Court Closes L.A. Employment Firm Over Bias Probe
A federal judge has temporarily shut down an employment agency partly owned by Japan’s Recruit Co., saying that the firm destroyed records relating to a federal discrimination probe.
U.S. District Judge Stanley Weigel in San Francisco issued a restraining order Friday halting business at the five offices of Interplace/Transworld Recruit Inc.
Weigel issued the shutdown order, highly unusual in a discrimination case, at the request of the U.S. Equal Employment Opportunity Commission.
The EEOC, in court documents filed last May, charged that Interplace used a secret code in internal documents to specify employers’ preferences for workers of a particular race, sex, national origin or age.
For example, if an employer only wanted to hire whites between the ages of 30 and 40, a notation would be placed on a job order that read “Talk to Mary; Suite 30-40,” according to documents filed in court by the EEOC. If the employer sought a black, the code read, “Talk to Maryanne,” the EEOC said.
Interplace has two Los Angeles offices, including its headquarters, plus offices in Gardena, San Francisco and New York City. The agency is partly owned by Recruit Co., the firm at the center of the 1989 bribery scandal that led to the resignation of Japanese Prime Minister Noboru Takeshita.

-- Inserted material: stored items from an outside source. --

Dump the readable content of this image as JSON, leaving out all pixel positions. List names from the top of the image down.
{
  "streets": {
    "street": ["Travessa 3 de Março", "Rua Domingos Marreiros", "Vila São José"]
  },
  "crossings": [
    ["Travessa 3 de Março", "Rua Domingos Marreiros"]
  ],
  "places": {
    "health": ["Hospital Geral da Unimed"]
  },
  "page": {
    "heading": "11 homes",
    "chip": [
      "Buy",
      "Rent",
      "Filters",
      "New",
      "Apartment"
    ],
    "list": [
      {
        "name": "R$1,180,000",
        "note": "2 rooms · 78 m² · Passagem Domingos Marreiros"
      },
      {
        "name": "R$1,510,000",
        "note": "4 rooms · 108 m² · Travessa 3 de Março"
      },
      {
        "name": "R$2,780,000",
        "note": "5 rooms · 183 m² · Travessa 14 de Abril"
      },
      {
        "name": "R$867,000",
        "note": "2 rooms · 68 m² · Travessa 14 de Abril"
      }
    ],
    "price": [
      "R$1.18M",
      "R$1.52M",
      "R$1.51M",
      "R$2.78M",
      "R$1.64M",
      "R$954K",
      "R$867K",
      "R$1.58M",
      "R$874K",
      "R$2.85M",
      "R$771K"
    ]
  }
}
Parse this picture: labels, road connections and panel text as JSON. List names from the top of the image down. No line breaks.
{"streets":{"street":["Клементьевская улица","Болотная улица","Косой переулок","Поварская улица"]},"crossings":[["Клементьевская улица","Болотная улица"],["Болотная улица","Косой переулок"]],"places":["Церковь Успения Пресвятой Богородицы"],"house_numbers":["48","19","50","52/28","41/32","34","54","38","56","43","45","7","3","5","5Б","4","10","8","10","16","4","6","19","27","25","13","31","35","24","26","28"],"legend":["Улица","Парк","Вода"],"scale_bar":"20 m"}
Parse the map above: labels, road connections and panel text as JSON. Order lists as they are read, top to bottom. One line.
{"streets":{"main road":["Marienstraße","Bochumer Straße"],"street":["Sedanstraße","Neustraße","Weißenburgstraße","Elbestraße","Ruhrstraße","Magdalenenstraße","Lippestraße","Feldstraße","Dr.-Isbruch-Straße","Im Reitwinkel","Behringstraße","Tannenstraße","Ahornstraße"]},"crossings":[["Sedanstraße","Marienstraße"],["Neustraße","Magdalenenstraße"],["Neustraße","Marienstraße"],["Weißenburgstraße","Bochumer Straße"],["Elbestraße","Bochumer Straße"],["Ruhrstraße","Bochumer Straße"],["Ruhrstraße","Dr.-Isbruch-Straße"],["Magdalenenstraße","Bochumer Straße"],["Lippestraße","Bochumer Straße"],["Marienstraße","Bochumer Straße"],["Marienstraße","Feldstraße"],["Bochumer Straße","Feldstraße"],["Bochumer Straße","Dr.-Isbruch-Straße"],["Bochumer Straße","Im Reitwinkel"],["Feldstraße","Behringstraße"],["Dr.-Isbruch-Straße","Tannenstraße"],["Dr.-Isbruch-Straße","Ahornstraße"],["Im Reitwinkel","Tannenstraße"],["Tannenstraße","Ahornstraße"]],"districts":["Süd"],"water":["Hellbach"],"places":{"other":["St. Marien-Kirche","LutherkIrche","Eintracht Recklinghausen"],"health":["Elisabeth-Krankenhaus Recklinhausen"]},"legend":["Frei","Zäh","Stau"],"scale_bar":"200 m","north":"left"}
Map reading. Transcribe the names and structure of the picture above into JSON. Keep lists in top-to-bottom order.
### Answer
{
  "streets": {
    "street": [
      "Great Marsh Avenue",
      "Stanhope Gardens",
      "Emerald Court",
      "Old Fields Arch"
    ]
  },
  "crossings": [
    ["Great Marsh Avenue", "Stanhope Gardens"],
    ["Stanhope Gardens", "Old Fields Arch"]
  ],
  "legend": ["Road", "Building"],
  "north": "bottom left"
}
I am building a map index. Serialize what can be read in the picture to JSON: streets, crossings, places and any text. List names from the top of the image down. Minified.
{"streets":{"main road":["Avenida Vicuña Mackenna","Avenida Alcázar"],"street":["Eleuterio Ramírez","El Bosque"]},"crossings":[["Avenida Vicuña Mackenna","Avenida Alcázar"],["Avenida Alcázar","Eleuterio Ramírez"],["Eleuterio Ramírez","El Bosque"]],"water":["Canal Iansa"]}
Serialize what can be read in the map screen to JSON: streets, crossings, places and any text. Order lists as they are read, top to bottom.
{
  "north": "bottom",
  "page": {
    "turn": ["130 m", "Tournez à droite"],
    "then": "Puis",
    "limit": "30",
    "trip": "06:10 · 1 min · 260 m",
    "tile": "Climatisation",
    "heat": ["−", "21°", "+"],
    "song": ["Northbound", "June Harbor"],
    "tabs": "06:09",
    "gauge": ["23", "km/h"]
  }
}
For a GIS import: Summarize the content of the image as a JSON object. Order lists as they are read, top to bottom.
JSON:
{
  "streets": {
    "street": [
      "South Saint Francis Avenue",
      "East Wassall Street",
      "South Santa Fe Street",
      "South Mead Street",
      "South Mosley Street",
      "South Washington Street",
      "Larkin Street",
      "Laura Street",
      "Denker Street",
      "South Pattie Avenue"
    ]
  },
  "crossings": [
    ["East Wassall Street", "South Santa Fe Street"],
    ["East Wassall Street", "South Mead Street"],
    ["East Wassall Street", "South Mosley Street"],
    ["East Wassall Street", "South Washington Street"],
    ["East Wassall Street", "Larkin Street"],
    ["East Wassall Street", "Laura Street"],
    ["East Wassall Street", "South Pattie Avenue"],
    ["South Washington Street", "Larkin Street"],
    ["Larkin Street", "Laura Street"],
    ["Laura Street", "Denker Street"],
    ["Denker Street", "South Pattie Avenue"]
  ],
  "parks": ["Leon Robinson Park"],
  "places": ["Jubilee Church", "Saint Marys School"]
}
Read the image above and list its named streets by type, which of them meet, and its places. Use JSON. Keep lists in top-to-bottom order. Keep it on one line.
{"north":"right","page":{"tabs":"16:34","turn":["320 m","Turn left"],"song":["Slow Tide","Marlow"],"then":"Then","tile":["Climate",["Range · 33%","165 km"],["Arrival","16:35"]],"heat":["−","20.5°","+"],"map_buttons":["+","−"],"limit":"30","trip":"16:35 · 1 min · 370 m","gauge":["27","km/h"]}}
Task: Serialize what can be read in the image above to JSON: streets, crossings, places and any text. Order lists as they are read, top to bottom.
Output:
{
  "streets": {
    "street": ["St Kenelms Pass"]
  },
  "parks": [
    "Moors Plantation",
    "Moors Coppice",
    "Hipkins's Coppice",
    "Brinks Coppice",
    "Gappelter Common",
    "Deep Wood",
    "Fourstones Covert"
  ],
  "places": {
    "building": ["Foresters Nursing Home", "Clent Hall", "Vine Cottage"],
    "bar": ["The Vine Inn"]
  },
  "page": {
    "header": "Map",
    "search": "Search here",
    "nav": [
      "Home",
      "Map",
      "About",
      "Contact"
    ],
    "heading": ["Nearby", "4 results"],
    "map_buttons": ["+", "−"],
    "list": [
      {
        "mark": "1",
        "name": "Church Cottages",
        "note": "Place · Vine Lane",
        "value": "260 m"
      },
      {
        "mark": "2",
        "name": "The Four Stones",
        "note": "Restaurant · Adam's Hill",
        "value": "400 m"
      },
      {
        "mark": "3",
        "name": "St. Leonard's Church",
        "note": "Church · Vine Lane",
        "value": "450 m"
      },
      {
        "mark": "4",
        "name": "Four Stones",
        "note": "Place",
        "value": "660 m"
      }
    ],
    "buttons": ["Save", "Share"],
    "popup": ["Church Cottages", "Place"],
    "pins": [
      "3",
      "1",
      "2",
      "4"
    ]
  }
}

Court marshals evacuated Interplace’s offices on Friday and sealed the doors with tape. As of Tuesday afternoon, an office in the Mid-Wilshire district had a copy of the judge’s order posted on the door.
The shutdown order will be effective pending a hearing in San Francisco federal court on Thursday.
The EEOC and Interplace declined to discuss the shutdown, saying Weigel also issued an order prohibiting them from discussing the order.
Normally, EEOC charges and investigations are confidential until action is taken against an employer. The charges against Interplace surfaced last June when EEOC lawyers--fearful that the company would destroy documents critical to the inquiry--obtained a preliminary injunction from Weigel directing Interplace not to alter records or remove them from the country.
On Friday, acting on unspecified evidence, Weigel ruled that Interplace “has violated the terms of the (June) injunction and has altered and destroyed documents and computerized records protected by the preliminary injunction.” He ordered the Interplace offices closed and its personnel banned from the sites.
The order said some records pertinent to the discrimination charges probably still existed in Interplace offices. Without a shutdown the “defendant . . . is likely to alter, destroy or otherwise dispose of those documents and records” before the EEOC inspects them, the order said.
At the Thursday hearing, Interplace will have an opportunity to contest the shutdown and to respond to a court proposal for a supervised document search involving the EEOC, the order said. The order proposes an EEOC search of Interplace offices Friday through Monday.
The shutdown surprised some experts on discrimination law. Joel P. Kelly, a Los Angeles lawyer who represents employers in discrimination cases, said a business shutdown in an EEOC dispute may be unprecedented.
Kelly said the developments could be a sign that the EEOC, chartered to enforce federal laws prohibiting discrimination, will be more aggressive.
“It’s an incredible decision by the court,” Kelly said. “The EEOC can no longer be viewed as a patsy agency. They have teeth and they’re showing them.”
John Shiner, an attorney for Interplace, would not comment on the Weigel order. However, he said Interplace has denied the EEOC’s charges of discriminatory practices.